WHAT IS REQUIRED >>
From the data that follows, copy every line holding the string "limit".

□ □ □ □ □

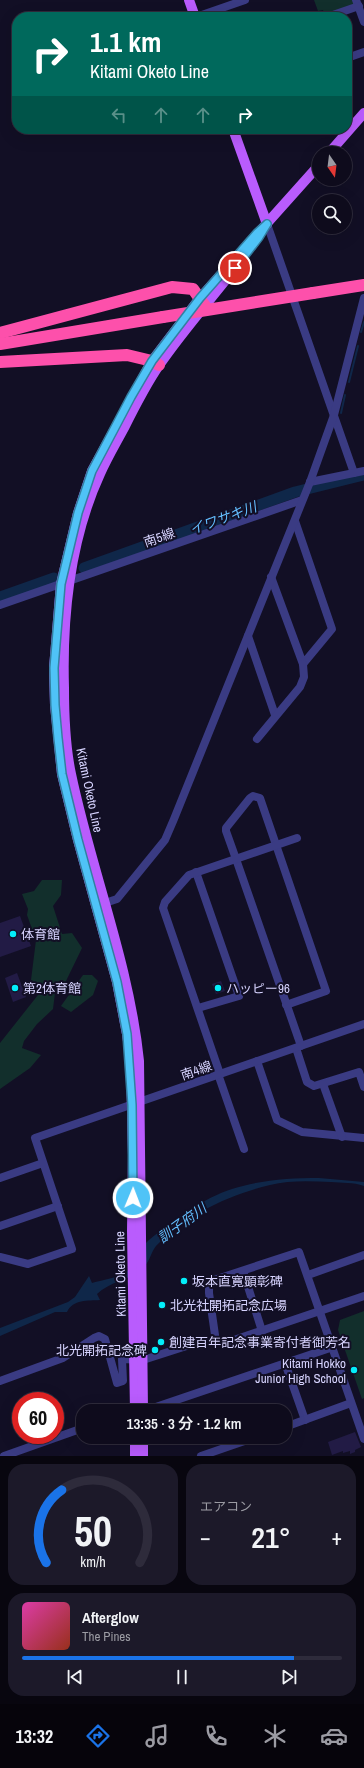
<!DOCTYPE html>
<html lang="ja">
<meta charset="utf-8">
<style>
:root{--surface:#0e0b1c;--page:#1c1929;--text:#f1f3f6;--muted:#9b9ba3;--line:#2e2b3b;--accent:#1a73e8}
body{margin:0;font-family:"Archivo Narrow","Noto Sans JP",sans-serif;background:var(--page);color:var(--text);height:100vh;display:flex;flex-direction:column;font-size:15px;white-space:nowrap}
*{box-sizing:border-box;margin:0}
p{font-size:13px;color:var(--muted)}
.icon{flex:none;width:22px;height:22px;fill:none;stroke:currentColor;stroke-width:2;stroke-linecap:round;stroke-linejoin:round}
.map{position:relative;height:1456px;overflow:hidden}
.drawer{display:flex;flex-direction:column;gap:8px;padding:8px;background:#08060f;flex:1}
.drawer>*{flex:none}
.banner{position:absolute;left:12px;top:12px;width:340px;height:122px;border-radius:16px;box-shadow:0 4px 16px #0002,0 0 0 1px var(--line);background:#00695c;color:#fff;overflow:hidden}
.needle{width:26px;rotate:166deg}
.controls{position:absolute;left:312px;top:146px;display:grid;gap:8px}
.controls a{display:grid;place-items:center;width:40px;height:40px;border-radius:50%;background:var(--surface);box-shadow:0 4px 16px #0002,0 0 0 1px var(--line);font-size:20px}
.speed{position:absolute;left:12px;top:1392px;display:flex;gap:8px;font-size:20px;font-weight:700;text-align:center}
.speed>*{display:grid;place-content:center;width:52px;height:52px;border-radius:50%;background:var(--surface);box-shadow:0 4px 16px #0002,0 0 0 1px var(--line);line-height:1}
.speed .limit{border:6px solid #d22;background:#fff;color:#111}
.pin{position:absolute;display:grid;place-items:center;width:34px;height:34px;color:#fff;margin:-17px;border:2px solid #fff;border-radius:50%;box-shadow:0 1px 4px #0007}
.me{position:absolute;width:44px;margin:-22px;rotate:1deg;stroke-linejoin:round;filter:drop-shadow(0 0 3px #0008)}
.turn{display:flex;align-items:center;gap:14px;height:84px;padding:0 12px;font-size:18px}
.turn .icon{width:52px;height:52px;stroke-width:2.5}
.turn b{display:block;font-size:28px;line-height:34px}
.lanes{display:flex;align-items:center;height:38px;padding:0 12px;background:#0003;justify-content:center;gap:20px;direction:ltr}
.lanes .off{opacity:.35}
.big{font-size:30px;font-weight:600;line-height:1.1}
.drawer .card{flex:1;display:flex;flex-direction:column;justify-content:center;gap:6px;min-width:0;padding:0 14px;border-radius:16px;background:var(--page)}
.drawer .dial{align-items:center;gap:0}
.dial svg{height:104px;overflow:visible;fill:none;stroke:var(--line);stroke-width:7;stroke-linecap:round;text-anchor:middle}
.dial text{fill:var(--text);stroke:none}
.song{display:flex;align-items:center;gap:12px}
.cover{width:48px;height:48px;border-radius:6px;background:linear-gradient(135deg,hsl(320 70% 55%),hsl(10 70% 35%))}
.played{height:4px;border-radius:2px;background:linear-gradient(90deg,var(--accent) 85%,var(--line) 85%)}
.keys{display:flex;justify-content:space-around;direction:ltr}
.heat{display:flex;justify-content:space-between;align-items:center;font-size:22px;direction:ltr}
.drawer .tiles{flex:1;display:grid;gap:8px;grid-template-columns:1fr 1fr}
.card:last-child{grid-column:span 2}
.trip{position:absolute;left:76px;top:1404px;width:216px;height:40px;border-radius:16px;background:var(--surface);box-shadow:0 4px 16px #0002,0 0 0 1px var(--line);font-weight:600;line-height:40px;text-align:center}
.tab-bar{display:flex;height:64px;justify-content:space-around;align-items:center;background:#06040b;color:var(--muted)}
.tab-bar .icon{width:28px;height:28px}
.tab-bar .current{color:var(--accent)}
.tab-bar b{font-size:18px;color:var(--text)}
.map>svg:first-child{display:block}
.green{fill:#122f2c}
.water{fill:#0f2749}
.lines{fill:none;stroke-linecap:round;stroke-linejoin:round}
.stream{stroke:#0f2749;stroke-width:2}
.river{stroke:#0f2749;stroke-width:11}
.building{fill:#221b45}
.minor{stroke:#3a3b83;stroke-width:8}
.major{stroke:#b95cfd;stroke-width:10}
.highway{stroke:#fd50ab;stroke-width:12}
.highway-bridge{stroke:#fd50ab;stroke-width:12}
.route-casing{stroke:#337fa1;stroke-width:10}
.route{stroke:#4fc3f7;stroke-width:7}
.poi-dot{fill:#03eefa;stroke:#120f25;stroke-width:1.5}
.labels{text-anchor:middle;stroke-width:4;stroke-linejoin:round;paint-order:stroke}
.street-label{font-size:13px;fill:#d6d3fe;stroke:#120f25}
.poi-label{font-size:13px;fill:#d6d3fe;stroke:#120f25;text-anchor:start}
.water-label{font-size:14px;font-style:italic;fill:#63bdfd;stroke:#120f25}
</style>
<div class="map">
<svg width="364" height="1456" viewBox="0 0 364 1456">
<rect width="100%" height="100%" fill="#120f25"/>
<!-- green -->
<g class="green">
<path d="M314 0H356L359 6 325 17 323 10 318 11Z"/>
<path d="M42 880H62L61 895 53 906 62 934 72 933 82 948 66 981 55 993 53 1009 37 1024 24 1041 22 1048 41 1055 30 1068 0 1089V1043L38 995 31 980 36 940 27 915 28 909 22 894 34 891Z"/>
<path d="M83 975H92L98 981 93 995 71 1012 61 1006Z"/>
<path d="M364 1311V1398L362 1399 338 1330 340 1320Z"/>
</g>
<!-- water -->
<path class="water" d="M319 1178 364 1182V1186C353 1182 342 1183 331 1182 311 1181 289 1180 270 1185 228 1195 186 1215 156 1246 151 1252 150 1261 144 1267 132 1280 110 1281 97 1294L100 1300C88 1301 73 1299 67 1312H55L0 1336V1328L68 1302 75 1297 89 1276 92 1283C105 1279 125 1278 133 1265 138 1256 141 1247 149 1240 171 1222 205 1197 232 1189 260 1180 289 1178 319 1178Z"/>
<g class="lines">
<!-- stream -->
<g class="stream">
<path d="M361 332 364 322"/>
<path d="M349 382 358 346"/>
<path d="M341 413 345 395"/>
</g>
<!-- river -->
<g class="river">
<path d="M84 568 295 492 363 475"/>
<path d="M0 597 54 578"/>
</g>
</g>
<!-- building -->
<g class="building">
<path d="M20 916 31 946 0 957V923Z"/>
<path d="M17 973 26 997 13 1002 5 978Z"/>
<path d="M221 981 225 991 216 994 212 984Z"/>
<path d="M355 1432 361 1447 355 1450V1452L350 1454V1451L343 1453V1451L332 1455 328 1442Z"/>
</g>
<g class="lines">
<!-- minor -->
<g class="minor">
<path d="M356 0 364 22"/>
<path d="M196 17 245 0"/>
<path d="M327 17 359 6"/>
<path d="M347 58 364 52"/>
<path d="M267 224 354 473"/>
<path d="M310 482 364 471"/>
<path d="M271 577 303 664 332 629 295 521"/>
<path d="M0 605 302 500"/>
<path d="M248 636 275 715"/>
<path d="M257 739 300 687 304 677 303 664"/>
<path d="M196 872 239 996 198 1008"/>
<path d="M99 905 117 899 165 840 174 819 310 482 334 415 364 298"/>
<path d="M286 1005 326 991 260 798 253 796 250 798 226 828V831L236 859 301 1046"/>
<path d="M296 1048 307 1082 314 1086 359 1072 364 1087"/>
<path d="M257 1061 277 1120 302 1132 364 1138"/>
<path d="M218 1074 244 1149"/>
<path d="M220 1074 163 908 165 902 189 875 297 838"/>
<path d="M323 1084 342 1137"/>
<path d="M0 1178 43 1163"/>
<path d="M0 1226 58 1206"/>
<path d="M0 1257 28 1264 72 1249 35 1138 364 1024"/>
<path d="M243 1271 262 1331"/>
<path d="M308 1275 364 1255"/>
<path d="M216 1342 209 1293V1285L214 1280 299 1252 364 1439"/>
<path d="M285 1363 305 1420"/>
<path d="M0 1381 63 1358 94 1338 99 1336 105 1339 117 1383 123 1381 122 1359 143 1360 199 1342 231 1341 364 1296"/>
<path d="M144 1411 333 1347"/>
<path d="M285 1427 351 1403"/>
<path d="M4 1456 83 1428"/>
<path d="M201 1456 256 1437"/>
</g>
<!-- major -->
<g class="major">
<path d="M189 0 195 17"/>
<path d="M233 129 267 224"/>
<path d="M329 153 364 113"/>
<path d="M135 1411 132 1231 133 1155 131 1063 127 1034 117 982 78 840 62 774 55 705 54 668 61 584 78 513 92 471 152 361 200 298 319 165"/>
<path d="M143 1411 139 1061C129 963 91 870 71 774 65 746 64 716 64 688 62 617 70 539 100 474 107 458 116 443 124 428 135 406 146 384 160 364 184 329 213 297 239 263"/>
<path d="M135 1437V1456"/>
<path d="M143 1456V1437"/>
</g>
<!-- highway -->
<g class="highway">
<path d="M313 293 364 285"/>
<path d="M0 333 172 287 193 289 205 306"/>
<path d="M0 344 163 317"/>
<path d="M0 362 127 355 152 361 159 365"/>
</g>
<!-- highway-bridge -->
<path class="highway-bridge" d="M163 317 313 293"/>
</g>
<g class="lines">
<defs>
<path id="route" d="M133 1198 132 1105 127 1034 117 982 78 840 62 774 58 738 55 705 54 668 61 584 78 513 92 471 131 397 152 361 200 298 257 233 267 224 259 237 235 268"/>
</defs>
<!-- route casing -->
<use href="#route" class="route-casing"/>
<!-- route -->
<use href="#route" class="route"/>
</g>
<!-- markers -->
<g class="poi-dot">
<circle cx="13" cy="934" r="4"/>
<circle cx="15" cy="988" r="4"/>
<circle cx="218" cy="988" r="4"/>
<circle cx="184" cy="1281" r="4"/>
<circle cx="162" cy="1305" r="4"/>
<circle cx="161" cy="1342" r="4"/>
<circle cx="155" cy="1350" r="4"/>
<circle cx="354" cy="1370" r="4"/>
</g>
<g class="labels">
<!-- street labels -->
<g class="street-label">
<text transform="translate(159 537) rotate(-19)" y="5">南5線</text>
<text transform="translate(90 790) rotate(78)" y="5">Kitami Oketo Line</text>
<text transform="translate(196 1070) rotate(-19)" y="5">南4線</text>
<text transform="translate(120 1274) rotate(-91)" y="5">Kitami Oketo Line</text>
</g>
<!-- poi labels -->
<g class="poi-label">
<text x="21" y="939">体育館</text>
<text x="23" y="993">第2体育館</text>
<text x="226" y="993">ハッピー96</text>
<text x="192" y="1286">坂本直寛顕彰碑</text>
<text x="170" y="1310">北光社開拓記念広場</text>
<text x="169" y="1347">創建百年記念事業寄付者御芳名</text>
<text x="147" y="1355" text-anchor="end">北光開拓記念碑</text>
<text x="346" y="1368" text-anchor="end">Kitami Hokko<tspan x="346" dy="15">Junior High School</tspan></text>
</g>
<!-- water labels -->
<g class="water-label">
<text transform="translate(223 518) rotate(-20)" y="5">イワサキ川</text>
<text transform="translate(182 1223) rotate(-36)" y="5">訓子府川</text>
</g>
</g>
</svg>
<div class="controls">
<a><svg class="needle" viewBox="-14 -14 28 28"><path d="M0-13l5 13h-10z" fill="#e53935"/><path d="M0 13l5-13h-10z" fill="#9b9ba3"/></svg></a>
<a><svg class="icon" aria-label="search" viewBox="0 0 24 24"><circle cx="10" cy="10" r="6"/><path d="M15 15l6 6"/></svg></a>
</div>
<div class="speed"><div class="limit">60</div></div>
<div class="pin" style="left:235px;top:268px;background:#d93025"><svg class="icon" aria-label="arrive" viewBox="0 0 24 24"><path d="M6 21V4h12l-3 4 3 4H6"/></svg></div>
<svg class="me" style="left:133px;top:1198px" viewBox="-20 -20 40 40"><circle r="17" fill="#4fc3f7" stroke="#fff" stroke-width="3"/><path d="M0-11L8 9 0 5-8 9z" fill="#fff"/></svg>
<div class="trip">13:35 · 3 分 · 1.2 km</div>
<div class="banner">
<div class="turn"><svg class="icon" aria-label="right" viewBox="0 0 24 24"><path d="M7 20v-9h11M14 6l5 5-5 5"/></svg><div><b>1.1 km</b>Kitami Oketo Line</div></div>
<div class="lanes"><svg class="icon off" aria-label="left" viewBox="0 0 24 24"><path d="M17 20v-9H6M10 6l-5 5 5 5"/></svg><svg class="icon off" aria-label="ahead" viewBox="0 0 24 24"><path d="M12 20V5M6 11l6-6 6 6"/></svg><svg class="icon off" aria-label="ahead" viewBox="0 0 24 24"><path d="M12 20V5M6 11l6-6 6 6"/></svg><svg class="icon" aria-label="right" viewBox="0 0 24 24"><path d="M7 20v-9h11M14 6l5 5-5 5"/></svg></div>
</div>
</div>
<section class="drawer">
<div class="tiles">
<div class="card dial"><svg viewBox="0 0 100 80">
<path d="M14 69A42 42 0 1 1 86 69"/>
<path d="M14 69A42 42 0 0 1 26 13" stroke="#1a73e8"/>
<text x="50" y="56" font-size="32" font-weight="700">50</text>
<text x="50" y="72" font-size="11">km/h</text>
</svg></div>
<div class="card"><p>エアコン</p>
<div class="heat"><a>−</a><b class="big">21°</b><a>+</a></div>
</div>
<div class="card">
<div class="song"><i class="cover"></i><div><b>Afterglow</b><p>The Pines</p></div></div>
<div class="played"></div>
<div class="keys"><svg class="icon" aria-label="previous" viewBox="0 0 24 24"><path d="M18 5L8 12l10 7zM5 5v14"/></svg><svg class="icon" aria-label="pause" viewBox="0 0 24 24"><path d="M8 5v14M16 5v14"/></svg><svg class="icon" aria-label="next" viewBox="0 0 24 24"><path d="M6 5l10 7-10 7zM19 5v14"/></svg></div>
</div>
</div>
</section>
<nav class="tab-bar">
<b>13:32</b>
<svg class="icon current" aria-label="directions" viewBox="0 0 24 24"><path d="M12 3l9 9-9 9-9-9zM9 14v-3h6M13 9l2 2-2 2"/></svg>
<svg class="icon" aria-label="music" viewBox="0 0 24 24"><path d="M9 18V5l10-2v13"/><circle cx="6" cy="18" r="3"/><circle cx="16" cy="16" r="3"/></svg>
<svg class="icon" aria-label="phone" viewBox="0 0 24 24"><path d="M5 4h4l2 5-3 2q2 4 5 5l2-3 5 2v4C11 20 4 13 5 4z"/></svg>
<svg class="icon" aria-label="climate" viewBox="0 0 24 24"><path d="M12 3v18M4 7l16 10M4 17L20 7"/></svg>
<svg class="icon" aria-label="car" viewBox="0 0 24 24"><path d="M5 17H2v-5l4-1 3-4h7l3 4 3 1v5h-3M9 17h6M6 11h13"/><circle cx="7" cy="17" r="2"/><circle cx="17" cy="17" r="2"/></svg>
</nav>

□ □ □ □ □

PROBLEM SOLUTION >>
.speed .limit{border:6px solid #d22;background:#fff;color:#111}
<div class="speed"><div class="limit">60</div></div>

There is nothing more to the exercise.